* _EXERCISE OBJECTIVE_: Which lines of the entries below hold the word "none"? Report each of them.

* _INPUT MATERIAL_:
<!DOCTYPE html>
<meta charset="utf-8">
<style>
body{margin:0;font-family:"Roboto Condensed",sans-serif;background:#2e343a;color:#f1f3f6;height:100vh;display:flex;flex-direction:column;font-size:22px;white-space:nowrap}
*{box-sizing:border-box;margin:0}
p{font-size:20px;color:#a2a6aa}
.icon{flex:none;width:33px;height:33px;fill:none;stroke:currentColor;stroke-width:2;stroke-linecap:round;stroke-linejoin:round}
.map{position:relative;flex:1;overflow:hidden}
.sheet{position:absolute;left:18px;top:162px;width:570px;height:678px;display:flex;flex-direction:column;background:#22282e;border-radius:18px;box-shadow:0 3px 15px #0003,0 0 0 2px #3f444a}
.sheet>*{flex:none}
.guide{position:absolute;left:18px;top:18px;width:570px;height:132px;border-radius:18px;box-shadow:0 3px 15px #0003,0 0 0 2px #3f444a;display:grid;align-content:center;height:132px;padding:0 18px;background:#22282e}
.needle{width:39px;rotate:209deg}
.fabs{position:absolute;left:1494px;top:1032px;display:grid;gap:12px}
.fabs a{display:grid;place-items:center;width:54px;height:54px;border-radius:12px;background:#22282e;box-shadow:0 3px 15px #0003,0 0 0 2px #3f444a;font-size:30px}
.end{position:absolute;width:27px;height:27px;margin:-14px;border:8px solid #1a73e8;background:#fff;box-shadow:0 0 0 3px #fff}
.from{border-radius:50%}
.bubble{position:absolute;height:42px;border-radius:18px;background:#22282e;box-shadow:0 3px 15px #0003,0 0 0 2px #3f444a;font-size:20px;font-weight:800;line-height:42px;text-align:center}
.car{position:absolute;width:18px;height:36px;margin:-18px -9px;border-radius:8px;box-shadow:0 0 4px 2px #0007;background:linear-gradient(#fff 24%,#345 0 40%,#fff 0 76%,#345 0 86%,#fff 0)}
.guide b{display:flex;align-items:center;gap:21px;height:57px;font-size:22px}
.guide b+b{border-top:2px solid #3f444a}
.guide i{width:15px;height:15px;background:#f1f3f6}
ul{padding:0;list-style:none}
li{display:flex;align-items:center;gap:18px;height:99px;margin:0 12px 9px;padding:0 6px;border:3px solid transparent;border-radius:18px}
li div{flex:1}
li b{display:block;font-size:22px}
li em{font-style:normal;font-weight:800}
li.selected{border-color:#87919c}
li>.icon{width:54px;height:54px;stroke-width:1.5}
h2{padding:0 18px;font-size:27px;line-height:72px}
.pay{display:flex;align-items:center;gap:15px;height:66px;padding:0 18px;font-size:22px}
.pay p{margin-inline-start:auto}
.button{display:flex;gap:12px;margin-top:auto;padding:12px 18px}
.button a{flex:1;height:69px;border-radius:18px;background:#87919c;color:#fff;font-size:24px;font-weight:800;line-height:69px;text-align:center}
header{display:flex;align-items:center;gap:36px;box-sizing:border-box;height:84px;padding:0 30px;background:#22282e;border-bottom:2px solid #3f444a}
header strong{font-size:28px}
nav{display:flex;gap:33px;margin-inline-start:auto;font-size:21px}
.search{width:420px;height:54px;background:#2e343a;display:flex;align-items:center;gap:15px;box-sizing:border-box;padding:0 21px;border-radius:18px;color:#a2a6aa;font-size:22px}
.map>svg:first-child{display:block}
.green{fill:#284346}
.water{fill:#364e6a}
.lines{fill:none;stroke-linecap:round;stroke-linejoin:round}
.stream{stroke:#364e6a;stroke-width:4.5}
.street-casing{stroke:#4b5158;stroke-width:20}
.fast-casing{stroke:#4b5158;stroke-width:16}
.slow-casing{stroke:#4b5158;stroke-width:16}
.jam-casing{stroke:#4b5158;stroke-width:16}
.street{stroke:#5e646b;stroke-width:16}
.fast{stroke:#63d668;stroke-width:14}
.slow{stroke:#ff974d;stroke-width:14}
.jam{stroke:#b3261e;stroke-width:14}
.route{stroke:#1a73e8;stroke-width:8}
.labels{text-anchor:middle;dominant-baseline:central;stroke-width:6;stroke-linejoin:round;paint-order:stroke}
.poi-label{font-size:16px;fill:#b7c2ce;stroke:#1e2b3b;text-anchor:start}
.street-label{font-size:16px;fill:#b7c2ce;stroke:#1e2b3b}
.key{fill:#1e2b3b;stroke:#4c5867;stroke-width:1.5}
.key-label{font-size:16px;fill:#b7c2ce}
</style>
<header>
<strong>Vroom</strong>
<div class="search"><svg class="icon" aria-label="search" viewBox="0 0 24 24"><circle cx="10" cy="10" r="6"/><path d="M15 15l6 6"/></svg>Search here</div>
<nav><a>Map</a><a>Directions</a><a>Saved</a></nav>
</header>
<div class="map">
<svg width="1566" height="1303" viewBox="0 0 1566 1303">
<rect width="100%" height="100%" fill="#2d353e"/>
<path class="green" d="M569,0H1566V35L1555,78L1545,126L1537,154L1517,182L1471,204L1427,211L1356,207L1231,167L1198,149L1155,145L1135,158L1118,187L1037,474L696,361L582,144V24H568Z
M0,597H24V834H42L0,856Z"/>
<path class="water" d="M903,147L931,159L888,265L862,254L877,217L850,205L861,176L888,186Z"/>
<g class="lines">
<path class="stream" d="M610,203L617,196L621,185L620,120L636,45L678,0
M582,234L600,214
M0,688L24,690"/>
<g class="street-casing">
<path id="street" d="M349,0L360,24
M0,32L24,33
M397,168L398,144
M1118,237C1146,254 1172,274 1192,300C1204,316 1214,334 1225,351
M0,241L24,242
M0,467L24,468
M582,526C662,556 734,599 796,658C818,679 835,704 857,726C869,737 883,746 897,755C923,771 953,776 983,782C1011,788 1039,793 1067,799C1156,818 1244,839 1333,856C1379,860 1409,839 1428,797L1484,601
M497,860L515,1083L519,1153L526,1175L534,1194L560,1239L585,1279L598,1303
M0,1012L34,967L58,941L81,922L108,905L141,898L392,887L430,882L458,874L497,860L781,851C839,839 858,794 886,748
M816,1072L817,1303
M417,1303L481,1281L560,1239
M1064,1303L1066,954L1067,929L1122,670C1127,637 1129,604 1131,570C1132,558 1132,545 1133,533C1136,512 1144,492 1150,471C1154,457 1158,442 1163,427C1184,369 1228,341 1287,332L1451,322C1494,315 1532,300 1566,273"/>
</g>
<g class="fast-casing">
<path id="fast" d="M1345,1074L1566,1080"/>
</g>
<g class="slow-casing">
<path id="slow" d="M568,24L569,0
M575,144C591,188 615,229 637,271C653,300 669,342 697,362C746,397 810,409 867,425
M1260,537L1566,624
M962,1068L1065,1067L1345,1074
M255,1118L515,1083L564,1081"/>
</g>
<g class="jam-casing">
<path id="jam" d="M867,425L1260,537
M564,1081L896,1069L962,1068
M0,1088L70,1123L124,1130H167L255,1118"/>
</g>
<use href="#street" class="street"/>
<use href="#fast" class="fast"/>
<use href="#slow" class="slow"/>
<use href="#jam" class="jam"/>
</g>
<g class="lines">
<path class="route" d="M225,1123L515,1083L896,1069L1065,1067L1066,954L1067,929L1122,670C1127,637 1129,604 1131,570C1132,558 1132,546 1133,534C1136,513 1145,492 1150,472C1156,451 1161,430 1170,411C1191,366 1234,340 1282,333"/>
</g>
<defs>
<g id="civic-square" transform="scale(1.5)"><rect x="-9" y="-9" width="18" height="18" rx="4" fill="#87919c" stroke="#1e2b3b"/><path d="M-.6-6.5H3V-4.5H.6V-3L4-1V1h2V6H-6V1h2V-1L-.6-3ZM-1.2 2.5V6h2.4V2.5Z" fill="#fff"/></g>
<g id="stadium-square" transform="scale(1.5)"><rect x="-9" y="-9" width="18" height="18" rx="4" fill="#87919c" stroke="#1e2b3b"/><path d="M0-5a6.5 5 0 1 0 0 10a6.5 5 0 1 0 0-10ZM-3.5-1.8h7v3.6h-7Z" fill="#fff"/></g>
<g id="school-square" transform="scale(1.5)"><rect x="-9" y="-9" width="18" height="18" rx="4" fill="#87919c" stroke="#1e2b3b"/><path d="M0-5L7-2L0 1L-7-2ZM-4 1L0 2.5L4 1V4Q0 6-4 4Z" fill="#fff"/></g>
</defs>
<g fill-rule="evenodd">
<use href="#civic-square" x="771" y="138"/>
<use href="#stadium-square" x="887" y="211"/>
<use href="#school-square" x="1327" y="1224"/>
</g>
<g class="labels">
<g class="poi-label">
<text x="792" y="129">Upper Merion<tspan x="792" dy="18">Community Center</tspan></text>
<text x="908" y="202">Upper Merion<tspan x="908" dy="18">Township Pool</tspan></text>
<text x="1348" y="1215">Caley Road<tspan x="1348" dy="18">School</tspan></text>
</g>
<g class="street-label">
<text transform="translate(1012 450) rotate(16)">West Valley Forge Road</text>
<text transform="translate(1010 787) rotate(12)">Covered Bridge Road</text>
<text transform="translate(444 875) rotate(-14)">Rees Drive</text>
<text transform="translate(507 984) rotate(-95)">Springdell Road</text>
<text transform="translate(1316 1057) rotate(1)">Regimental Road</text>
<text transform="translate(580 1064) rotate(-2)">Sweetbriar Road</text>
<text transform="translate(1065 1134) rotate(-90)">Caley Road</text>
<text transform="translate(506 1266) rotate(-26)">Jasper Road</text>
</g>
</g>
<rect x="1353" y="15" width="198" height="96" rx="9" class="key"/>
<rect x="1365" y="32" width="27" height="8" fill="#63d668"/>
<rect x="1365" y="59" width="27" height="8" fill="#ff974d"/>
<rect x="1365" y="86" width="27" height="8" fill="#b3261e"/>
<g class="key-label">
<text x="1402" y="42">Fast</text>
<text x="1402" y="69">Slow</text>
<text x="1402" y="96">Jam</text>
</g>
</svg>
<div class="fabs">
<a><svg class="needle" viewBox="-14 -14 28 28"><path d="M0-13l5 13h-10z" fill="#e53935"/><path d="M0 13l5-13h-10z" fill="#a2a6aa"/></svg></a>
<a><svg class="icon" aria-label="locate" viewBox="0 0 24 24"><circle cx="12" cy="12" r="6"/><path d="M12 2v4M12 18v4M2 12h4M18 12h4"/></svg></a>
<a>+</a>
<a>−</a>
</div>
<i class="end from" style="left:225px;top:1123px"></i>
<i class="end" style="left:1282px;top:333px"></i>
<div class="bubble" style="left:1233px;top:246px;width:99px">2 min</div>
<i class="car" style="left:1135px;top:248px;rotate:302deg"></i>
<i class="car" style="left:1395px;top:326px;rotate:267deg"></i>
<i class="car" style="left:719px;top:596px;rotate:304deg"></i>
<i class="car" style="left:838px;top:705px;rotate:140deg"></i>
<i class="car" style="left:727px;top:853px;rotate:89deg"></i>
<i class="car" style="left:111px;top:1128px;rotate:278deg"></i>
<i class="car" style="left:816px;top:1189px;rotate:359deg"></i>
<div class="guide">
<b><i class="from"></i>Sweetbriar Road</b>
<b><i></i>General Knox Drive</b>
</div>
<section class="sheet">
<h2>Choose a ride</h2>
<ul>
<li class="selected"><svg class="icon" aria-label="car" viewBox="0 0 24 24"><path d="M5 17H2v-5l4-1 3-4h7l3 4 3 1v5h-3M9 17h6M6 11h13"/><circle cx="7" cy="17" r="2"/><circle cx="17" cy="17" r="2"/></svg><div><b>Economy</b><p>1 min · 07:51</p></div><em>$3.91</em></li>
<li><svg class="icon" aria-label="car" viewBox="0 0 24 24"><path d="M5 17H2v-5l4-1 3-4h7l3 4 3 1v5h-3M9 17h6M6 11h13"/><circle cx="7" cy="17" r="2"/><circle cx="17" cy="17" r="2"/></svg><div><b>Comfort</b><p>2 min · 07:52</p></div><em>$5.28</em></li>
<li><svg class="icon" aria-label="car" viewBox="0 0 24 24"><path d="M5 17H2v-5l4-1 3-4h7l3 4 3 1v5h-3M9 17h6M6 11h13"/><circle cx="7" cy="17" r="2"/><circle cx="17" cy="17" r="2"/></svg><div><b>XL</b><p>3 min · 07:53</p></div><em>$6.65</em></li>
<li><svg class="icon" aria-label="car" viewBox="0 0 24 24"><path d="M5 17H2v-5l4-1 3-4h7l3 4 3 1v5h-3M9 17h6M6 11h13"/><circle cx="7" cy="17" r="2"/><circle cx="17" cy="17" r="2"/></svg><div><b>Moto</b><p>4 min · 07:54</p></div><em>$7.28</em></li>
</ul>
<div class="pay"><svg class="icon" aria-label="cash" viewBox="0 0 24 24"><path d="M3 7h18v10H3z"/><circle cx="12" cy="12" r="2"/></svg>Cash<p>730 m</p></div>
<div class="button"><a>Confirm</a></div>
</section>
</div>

* _RESULT FOR THIS EXERCISE_:
.icon{flex:none;width:33px;height:33px;fill:none;stroke:currentColor;stroke-width:2;stroke-linecap:round;stroke-linejoin:round}
.sheet>*{flex:none}
ul{padding:0;list-style:none}
.lines{fill:none;stroke-linecap:round;stroke-linejoin:round}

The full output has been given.